Risk is a potential element involved when it comes to gaining something. For a few investors, the risk of loss does not sway the potential to gain something. However, few investors feel that potential losses influence their potential to invest in a particular platform.
When planning an investment, you are asked to create a comprehensive risk profile that determines your ability to handle losses. Additionally, your risk profile helps investigate the best investments that help you achieve financial goals without losing.
The risk profile combines two major factors- risk tolerance and risk capacity. The majority of investors tend to misunderstand the terms and club them together. But they are vastly different! Risk capacity and risk tolerance majorly influence your profile design. If you are unaware of the concept, then this article is right for you!
Risk capacity is a calculated risk that the investor must take up to achieve financial goals. Risk capacity can be relevantly measured by estimating and examining the time duration and income required. The rate of return helps investors determine the risk level and the right investment type to engage in.
Risk capacity is based on how you frame your financial portfolio. It calculates the change in investment that will impact you in the long run. Factors that influence your risk capacity are;
Risk capacity varies with income, assets and liabilities, dependants, investment strategies, and investment purposes. It answers your question about how robust and resilient your current financial condition is!
Calculation of Risk Capacity
Risk capacity is calculated using a ratio of overall wealth and investible assets.
Overall wealth includes net value on the balance sheet (assets+ liabilities) added to net future cash flow.
Investable assets include assets that the investor willingly invests in their diversified portfolio.
Risk tolerance is the amount of risk an investor is comfortable handling. An investor's risk tolerance varies with financial goals, income, age, and business market environment. When the market fluctuates, it depends on personal calculations, gut feelings, and emotional decisions.
The investor has to closely study market fluctuations and take financial advice from experts before accepting risk. Financial advisors help you figure out long-term and short-term challenges in a particular type of investment. Accordingly, you can adjust your fiscal goals and adjust to risk tolerance over time.
Risk tolerance is psychological. It is all about investors’ mental attitudes and personal market behaviour. His risk tolerance is calculated depending on an individual’s financial handling capacity. If an individual sleeps peacefully at night, without panic, and does not sell any investments, then his tolerance is higher than vice versa.
Balancing Risk Tolerance and Risk Capacity
Risk tolerance and risk capacity are not the same. When the risk exceeds the comfort level, it creates a financial shortfall that affects financial goals. However, on the other hand, when the level of risk tolerance is higher, the investor might willingly take up the challenge. These types of investors are termed “Risk tolerant”.
Analyzing risk tolerance requires self-assessment along with financial planning. There are times when risk tolerance and risk capacity overlap each other. Sometimes investors feel comfortable taking risks more than they can afford.
What is Right?
An individual takes financial decisions after analyzing their monetary and personal situation. At times the individual misunderstands his risk tolerance and takes up higher challenges. A financial advisor analyses your condition, calculates your risk tolerance and advice on how many challenges you can deal with.
For example, if an individual takes up higher risks, the chances are that they make bad decisions. They might face major downtime and leave the market during the worst times. Financial advisors likely suggest remaining conservative and opting for lower risk than risking your investment portfolio. This way, the person can stay in business and conquer the downtime market when everyone loses.

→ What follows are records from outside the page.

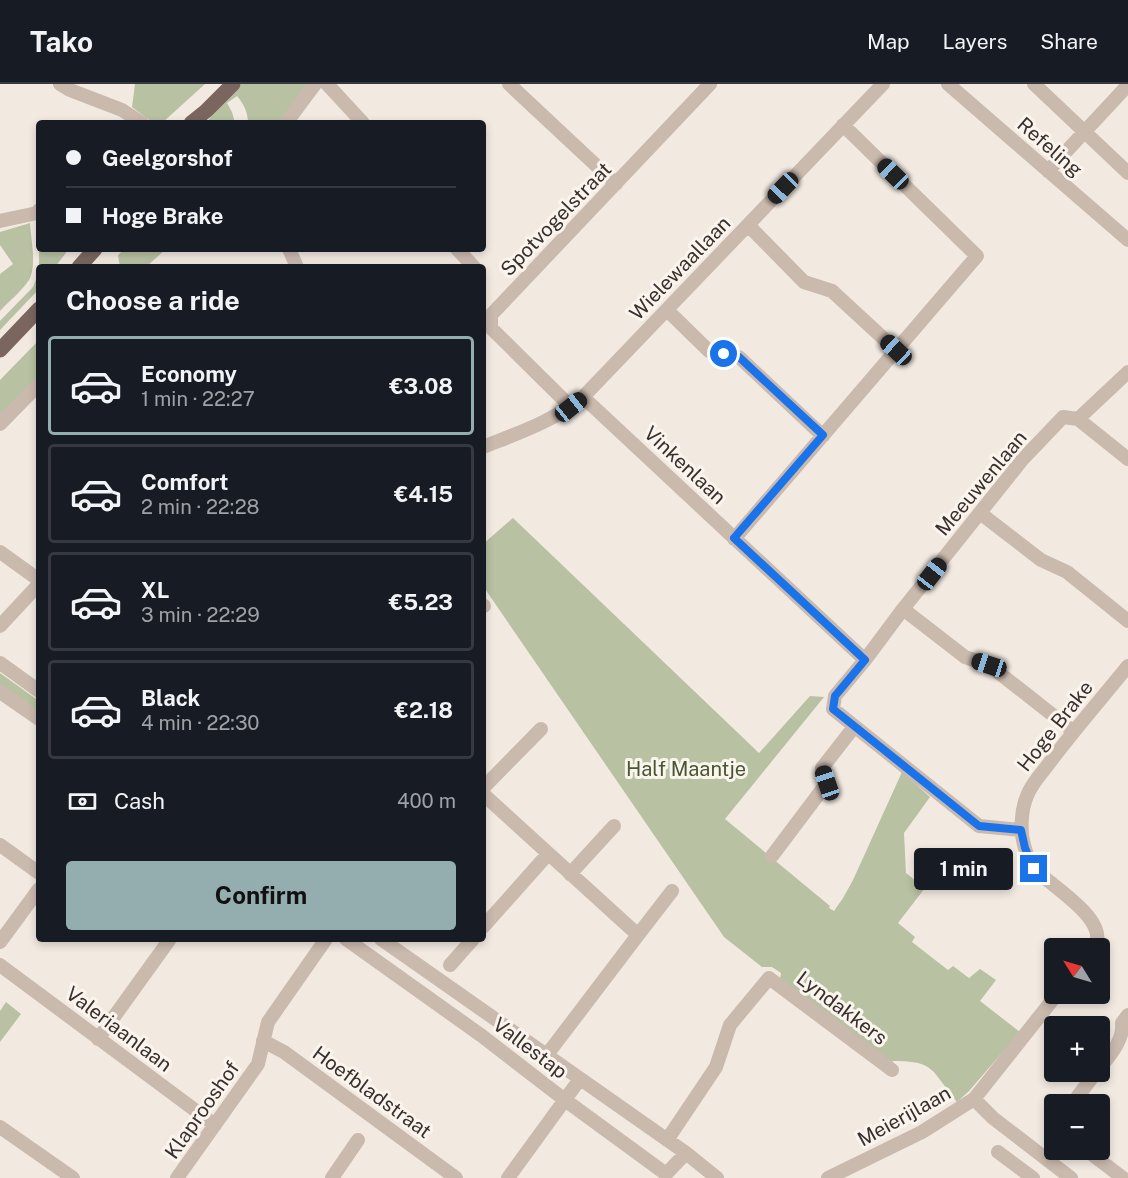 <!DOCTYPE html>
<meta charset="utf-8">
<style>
:root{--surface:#171b24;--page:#242831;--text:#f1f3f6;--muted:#9ea1a6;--line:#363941;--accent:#94adaf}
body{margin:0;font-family:"Public Sans",sans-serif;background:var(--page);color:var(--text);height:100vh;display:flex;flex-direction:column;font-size:22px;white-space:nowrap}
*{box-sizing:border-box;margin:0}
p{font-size:20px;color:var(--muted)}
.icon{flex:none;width:33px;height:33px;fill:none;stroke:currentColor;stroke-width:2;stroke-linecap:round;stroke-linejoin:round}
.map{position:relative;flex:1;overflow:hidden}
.side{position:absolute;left:36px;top:180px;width:450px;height:678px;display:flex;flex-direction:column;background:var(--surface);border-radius:6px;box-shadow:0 3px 9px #0003}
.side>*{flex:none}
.guide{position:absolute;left:36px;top:36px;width:450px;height:132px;border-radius:6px;box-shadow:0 3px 9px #0003;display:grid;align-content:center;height:132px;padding:0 30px;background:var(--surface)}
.needle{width:39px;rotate:307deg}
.fabs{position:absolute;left:1044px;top:854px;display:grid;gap:12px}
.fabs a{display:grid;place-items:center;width:66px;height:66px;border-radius:6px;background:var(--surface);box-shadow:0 3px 9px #0003;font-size:30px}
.end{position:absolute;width:27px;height:27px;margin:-14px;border:8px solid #1a73e8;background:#fff;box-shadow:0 0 0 3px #fff}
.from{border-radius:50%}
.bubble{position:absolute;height:42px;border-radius:6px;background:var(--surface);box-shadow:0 3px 9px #0003;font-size:20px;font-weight:700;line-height:42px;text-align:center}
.car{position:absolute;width:18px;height:36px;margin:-18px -9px;border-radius:8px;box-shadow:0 0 4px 2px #0007;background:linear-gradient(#222 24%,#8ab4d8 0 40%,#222 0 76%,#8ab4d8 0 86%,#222 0)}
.guide b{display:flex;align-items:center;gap:21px;height:57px;font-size:22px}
.guide b+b{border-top:2px solid var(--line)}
.guide i{width:15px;height:15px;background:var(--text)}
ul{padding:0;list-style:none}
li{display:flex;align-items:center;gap:18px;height:99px;margin:0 12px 9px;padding:0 18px;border:3px solid var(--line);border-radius:6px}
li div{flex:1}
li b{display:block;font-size:22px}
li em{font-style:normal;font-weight:700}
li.active{border-color:var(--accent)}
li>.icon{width:54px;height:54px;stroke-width:1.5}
h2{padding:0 30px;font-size:27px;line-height:72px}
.pay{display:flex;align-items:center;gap:15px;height:66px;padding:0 30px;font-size:22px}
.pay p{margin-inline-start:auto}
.cta{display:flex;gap:12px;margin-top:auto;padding:12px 30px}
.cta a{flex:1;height:69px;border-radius:6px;background:var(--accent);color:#111;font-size:24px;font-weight:700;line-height:69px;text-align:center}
header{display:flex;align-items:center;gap:36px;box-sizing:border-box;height:84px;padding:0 30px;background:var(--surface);border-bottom:2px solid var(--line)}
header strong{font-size:28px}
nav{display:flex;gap:33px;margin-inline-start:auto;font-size:21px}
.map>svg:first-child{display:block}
.green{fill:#b8c1a2}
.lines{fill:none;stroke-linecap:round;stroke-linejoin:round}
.minor{stroke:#cab9ad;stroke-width:14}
.major{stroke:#7a665e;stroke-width:15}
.route{stroke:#1a73e8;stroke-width:8}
.labels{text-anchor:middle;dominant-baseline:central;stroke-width:6;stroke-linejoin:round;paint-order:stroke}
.street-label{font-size:20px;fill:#392f2c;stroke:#faf4ee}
.park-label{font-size:20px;fill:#4a5630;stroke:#faf4ee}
</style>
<header>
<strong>Tako</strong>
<nav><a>Map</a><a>Layers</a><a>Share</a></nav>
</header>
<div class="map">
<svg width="1128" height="1094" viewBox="0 0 1128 1094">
<rect width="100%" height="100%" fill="#f2eae1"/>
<path class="green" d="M135 0H205L162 39H153L132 23Z
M241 0H309L280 39H248C248 29 244 20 237 12L227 19 232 28 235 39H206L222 19Z
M30 139C31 155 37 182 29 196 22 207 9 217 0 227V190L13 180 0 161V148Z
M39 165H69L55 183H39Z
M125 165H166L146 183H120L118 171Z
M39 188V205L0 246V237L33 203Z
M39 256V292L0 332V296Z
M513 434 759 669 810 612 824 613 725 735 830 822 829 824 834 827 843 814 853 796 902 688 930 713 904 749 906 789 925 804 898 839 915 853 912 858 948 886 953 882 969 894 980 885 996 896 980 917 1020 948 969 1007 957 1018 934 988C921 976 909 978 893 977L890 980 780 895 781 889 772 883H762L724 853 483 502V460Z
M0 589 39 617V630L0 602Z
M6 918 21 930 0 958V927Z"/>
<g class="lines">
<path class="minor" d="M60 0 70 6 122 26 142 39
M327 0 363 39
M509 0 616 100
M948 0 1128 156
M1034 0 1128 89
M286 39 315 0
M1048 87 1128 1
M0 137 37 129 39 126
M748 141 804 198 832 207 896 266
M289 165 297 183
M457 165 474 183
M667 226 709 267 739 273 823 352
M583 313 865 576
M571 323 491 244V231L710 0
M1078 335 1128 375
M0 340 39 300
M483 363C518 349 554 337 583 313L883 0
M980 429 1041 476 1067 488 1128 537
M734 455 977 172 843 41
M0 468 39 496
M483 521 484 522
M903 525 965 573 989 581 1073 647
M0 542 39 500
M0 579 39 607
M0 608 39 635
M483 704 541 645
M483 710 638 851 546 972
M1021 746 979 742 833 625 835 612 865 576 903 525 1022 376 1063 333 1078 335 1128 288
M0 761 39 789
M772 772 827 699 822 684 854 643
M570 790 614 742
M483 843 548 770
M638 851 672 807
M346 855 482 952 565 1016 666 1090 686 1069
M381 855 686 1069 717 1094
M0 858 39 805
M1094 864C1112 837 1052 803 1036 786 1031 780 1026 769 1024 761 1020 747 1021 726 1027 712 1031 700 1043 688 1050 678 1075 645 1102 614 1128 582
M0 881 215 1041
M450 881 473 855
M98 955 170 855
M263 957 284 968 456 1094
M1100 984C1110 971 1124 956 1122 939L1128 931
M974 1015 993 1034 1071 1094
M1072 1020 1097 987
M0 1043 73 1094
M667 1056 716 983 730 941 769 894 892 986
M1085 1065 1123 1094
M998 1068 1033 1094
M177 1094 258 980 268 938 326 855
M332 1094 358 1056
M508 1094 580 995
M828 1094 922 1048 974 1015 1058 909"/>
<path class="major" d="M191 39 206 27 233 0
M79 183 95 165
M0 266 39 225"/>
</g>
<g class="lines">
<path class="route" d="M724 270 739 273 823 351 734 454 865 576 835 612 833 625 979 742 1021 746 1025 764 1034 785"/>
</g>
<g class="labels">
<g class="street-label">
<text transform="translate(1050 63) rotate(41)">Refeling</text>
<text transform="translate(556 135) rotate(-46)">Spotvogelstraat</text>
<text transform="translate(680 184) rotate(-46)">Wielewaallaan</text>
<text transform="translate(685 381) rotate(43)">Vinkenlaan</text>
<text transform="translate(981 399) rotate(-50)">Meeuwenlaan</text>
<text transform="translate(1055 642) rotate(-52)">Hoge Brake</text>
<text transform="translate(842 924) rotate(37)">Lyndakkers</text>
<text transform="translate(119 945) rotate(37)">Valeriaanlaan</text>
<text transform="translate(530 964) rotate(37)">Vallestap</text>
<text transform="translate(372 1008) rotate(36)">Hoefbladstraat</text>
<text transform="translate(202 1026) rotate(-55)">Klaprooshof</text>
<text transform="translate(904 1032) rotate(-29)">Meierijlaan</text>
</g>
<g class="park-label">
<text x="686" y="685">Half Maantje</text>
</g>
</g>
</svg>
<div class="fabs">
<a><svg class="needle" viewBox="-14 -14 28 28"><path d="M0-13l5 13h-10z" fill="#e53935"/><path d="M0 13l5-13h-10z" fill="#9ea1a6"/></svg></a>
<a>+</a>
<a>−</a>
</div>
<i class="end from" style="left:724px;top:270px"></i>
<i class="end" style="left:1034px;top:785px"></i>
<div class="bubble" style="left:914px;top:764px;width:99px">1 min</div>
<i class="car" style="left:893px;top:90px;rotate:314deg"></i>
<i class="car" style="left:783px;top:104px;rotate:224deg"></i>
<i class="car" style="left:896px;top:266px;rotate:313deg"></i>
<i class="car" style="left:571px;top:323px;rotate:51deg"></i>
<i class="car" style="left:932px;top:490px;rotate:38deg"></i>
<i class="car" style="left:989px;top:581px;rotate:288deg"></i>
<i class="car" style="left:827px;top:699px;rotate:341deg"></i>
<div class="guide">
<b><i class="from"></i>Geelgorshof</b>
<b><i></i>Hoge Brake</b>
</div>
<section class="side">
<h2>Choose a ride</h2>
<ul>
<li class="active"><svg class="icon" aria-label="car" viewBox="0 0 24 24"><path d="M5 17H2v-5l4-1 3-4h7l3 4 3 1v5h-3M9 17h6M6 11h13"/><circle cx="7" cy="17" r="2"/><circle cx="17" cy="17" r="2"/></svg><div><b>Economy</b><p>1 min · 22:27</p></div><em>€3.08</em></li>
<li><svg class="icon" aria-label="car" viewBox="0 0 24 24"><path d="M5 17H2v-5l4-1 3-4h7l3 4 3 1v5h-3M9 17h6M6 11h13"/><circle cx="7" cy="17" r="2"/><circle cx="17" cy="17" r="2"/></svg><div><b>Comfort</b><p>2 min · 22:28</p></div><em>€4.15</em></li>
<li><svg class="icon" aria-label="car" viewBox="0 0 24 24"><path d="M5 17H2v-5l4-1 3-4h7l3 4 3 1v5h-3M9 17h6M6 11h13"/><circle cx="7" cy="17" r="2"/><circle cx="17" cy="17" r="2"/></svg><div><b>XL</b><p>3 min · 22:29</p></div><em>€5.23</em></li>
<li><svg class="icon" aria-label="car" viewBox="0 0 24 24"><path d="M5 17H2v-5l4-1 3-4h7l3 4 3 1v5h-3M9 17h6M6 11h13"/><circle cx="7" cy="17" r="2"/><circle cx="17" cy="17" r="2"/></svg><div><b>Black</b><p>4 min · 22:30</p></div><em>€2.18</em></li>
</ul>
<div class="pay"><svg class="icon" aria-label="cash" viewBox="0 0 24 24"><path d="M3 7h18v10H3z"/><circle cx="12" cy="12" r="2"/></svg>Cash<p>400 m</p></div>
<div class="cta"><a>Confirm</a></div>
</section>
</div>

It should also be understood that a person with a high-risk capacity may not have the resilience to tolerate higher risk. For example, Investor A, whose net worth is 70 crores, may willingly take a 20% risk on portfolio depreciation. On the other hand, investor B, whose net worth is 30 lakhs, may take up 50% risk on portfolio depreciation. So, how will we judge both investors?

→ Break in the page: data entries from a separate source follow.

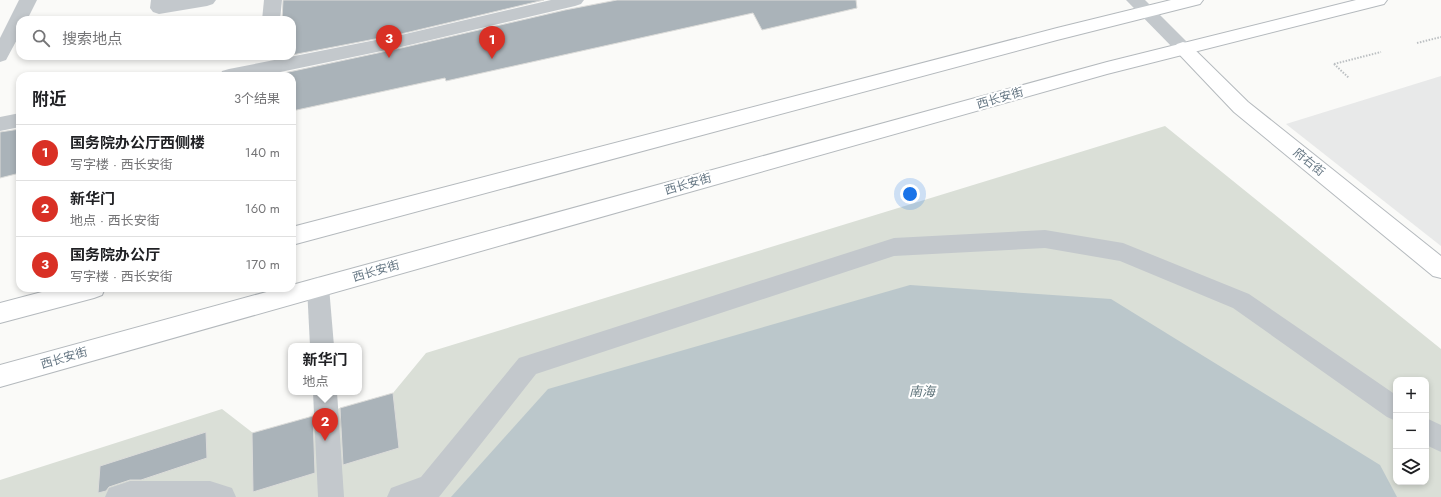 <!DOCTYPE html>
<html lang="zh">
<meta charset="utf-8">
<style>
body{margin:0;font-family:Jost,"Noto Sans SC",sans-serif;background:#f6f6f6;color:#202124}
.controls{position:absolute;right:12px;bottom:12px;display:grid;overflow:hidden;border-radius:8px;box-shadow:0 2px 6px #0003}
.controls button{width:36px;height:36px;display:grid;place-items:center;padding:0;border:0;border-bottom:1px solid #e0e0e0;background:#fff;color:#202124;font:20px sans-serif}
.you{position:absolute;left:910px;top:194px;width:14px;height:14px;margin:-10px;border:3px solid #fff;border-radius:50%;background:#1a73e8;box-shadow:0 0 0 6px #1a73e833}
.badge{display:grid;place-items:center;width:26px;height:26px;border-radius:50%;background:#d93025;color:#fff;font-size:13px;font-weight:700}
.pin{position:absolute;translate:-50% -33px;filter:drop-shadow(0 1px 2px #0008)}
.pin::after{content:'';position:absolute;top:21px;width:14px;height:12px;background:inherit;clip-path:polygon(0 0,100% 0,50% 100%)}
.popup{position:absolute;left:288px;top:343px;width:74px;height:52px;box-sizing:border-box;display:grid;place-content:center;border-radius:8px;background:#fff;filter:drop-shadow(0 1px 3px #0005);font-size:13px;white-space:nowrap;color:#757577}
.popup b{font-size:15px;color:#202124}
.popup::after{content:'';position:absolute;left:50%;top:100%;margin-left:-8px;border:8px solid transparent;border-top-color:#fff}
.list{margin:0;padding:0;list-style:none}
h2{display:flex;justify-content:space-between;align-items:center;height:52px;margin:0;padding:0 16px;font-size:17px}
h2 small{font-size:13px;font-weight:400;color:#757577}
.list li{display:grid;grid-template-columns:26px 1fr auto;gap:12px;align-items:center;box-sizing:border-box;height:56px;padding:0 16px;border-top:1px solid #e0e0e0}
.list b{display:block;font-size:15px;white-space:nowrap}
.list p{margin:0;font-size:13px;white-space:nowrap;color:#757577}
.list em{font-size:13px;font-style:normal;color:#757577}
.icon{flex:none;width:22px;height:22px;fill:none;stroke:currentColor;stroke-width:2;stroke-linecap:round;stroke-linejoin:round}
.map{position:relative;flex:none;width:1441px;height:497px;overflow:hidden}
.search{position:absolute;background:#fff;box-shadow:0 2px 6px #0003;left:16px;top:16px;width:280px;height:44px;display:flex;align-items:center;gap:10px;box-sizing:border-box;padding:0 14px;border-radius:12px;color:#757577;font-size:15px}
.panel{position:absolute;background:#fff;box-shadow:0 2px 6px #0003;left:16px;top:72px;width:280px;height:220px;border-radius:12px}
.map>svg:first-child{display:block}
.built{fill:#e8e9e9}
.green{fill:#dadfd7;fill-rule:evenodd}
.water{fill:#bbc7cb}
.building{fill:#aab3b9;stroke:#dcdcda}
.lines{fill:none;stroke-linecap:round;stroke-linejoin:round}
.major-casing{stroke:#b5babe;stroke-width:2}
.highway-casing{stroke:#b4b9bd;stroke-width:2}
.path{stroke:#bbbfc2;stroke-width:2;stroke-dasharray:1.5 1.5;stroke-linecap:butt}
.minor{fill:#c3c8cc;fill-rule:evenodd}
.major{fill:#fff;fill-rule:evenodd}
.highway{fill:#fff;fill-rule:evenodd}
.labels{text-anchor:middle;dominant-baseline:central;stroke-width:4;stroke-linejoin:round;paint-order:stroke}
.street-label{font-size:12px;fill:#657683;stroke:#fff}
.water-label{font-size:13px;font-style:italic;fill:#60757c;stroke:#fff}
</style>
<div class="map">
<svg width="1441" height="497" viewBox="0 0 1441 497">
<rect width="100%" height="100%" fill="#fafaf8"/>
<path class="built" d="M1441 76V246L1286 124Z"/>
<path class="green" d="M1165 126 1441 349V497H0V480L222 409 253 433 393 393 426 353ZM1396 380H1426V482H1396Z"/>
<path class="water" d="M910 285 1111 299 1380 465 1397 497H451L548 389Z"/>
<g class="building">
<path d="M283 0H544L401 34 292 55V20H282Z"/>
<path d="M617 0H856L857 8 762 30 753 13 446 81 445 78 292 111V76H284V73L401 48 565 10Z"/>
<path d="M20 129V173L0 178V132Z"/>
<path d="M393 393 399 448 343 465 340 408Z"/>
<path d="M313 416 315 473 253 492 252 433Z"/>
<path d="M206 432 207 458 141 480H130L109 487 106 491 98 493 100 466Z"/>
</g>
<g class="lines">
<defs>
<path id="major" d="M1183 42 1189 44 1248 102 1441 256V278L1433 276 1234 112 1177 52 1174 48 1177 44Z"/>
<g id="highway">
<path d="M1171 0H1203L1200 4 1057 40 292 245V227L1057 28Z"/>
<path d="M1356 0H1387L1384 4 1107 74 0 387V365L281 288H292V285L1107 62Z"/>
<path d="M57 288H105L102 295 94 298 0 323V303Z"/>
</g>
</defs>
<use href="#major" class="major-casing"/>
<use href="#highway" class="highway-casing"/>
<g class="path">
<path d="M1417 43 1441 37"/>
<path d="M1334 64 1381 52"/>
<path d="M1334 64 1349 78"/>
</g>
<g class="minor">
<path d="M19 0H37L27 20H20V34L6 60 0 62V38Z"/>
<path d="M151 0H216L213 4 207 6 159 14 153 12 150 8Z"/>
<path d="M264 0H282L280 20H262Z"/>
<path d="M551 0H584L581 4 575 6 401 47 261 76H220L222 71 229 69 401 35Z"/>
<path d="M1126 0H1145L1189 44 1192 48 1189 52 1183 54 1177 52Z"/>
<path d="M20 113V127L0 131V117Z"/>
<path d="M1045 230 1123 243 1249 294 1396 395V421L1387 417 1233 308 1120 261 1045 248 894 256 536 374 439 497H387L391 488 421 477 519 358 894 238Z"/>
<path d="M318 277 326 280 329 287 334 346H310L307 287 310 280Z"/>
<path d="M313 392H337L344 497H318Z"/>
<path d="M1426 418 1441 425V452L1426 445Z"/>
<path d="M130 481H210L232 488 236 497H105L109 488Z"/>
</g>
<use href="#major" class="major"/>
<use href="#highway" class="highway"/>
</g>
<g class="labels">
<g class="street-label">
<text transform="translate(1000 98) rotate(-16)">西长安街</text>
<text transform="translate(1309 162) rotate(39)">府右街</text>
<text transform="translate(688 184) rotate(-16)">西长安街</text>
<text transform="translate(376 271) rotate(-16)">西长安街</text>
<text transform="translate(64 358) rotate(-16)">西长安街</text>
</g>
<g class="water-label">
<text x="922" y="391">南海</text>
</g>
</g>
</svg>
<div class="controls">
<button>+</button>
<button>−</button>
<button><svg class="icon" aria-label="layers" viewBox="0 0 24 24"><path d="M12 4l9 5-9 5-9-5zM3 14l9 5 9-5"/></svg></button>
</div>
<div class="you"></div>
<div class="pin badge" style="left:492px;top:59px">1</div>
<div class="pin badge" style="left:325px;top:441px">2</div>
<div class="popup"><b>新华门</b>地点</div>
<div class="pin badge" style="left:389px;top:58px">3</div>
<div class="search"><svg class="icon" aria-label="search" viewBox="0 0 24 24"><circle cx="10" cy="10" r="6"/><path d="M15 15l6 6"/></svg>搜索地点</div>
<section class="panel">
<h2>附近<small>3个结果</small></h2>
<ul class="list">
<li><span class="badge">1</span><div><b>国务院办公厅西侧楼</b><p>写字楼 · 西长安街</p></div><em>140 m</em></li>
<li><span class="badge">2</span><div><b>新华门</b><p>地点 · 西长安街</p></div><em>160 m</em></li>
<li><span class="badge">3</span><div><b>国务院办公厅</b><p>写字楼 · 西长安街</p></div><em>170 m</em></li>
</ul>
</section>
</div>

This explains that A has higher risk capacity but lower tolerance, whereas B has lower capacity but willingly accepts higher risks.
Risk is not just the potential loss of principal but also the prospect of losing upside gain from an investment. Before taking a financial decision, you must use all sorts of metrics to calculate your risk tolerance. That includes upside-downside ratio, standard deviation, fluctuating market conditions, etc. This describes how an investment varies, whether or not your investment is worthy or will you lose your night’s sleep because of higher risk.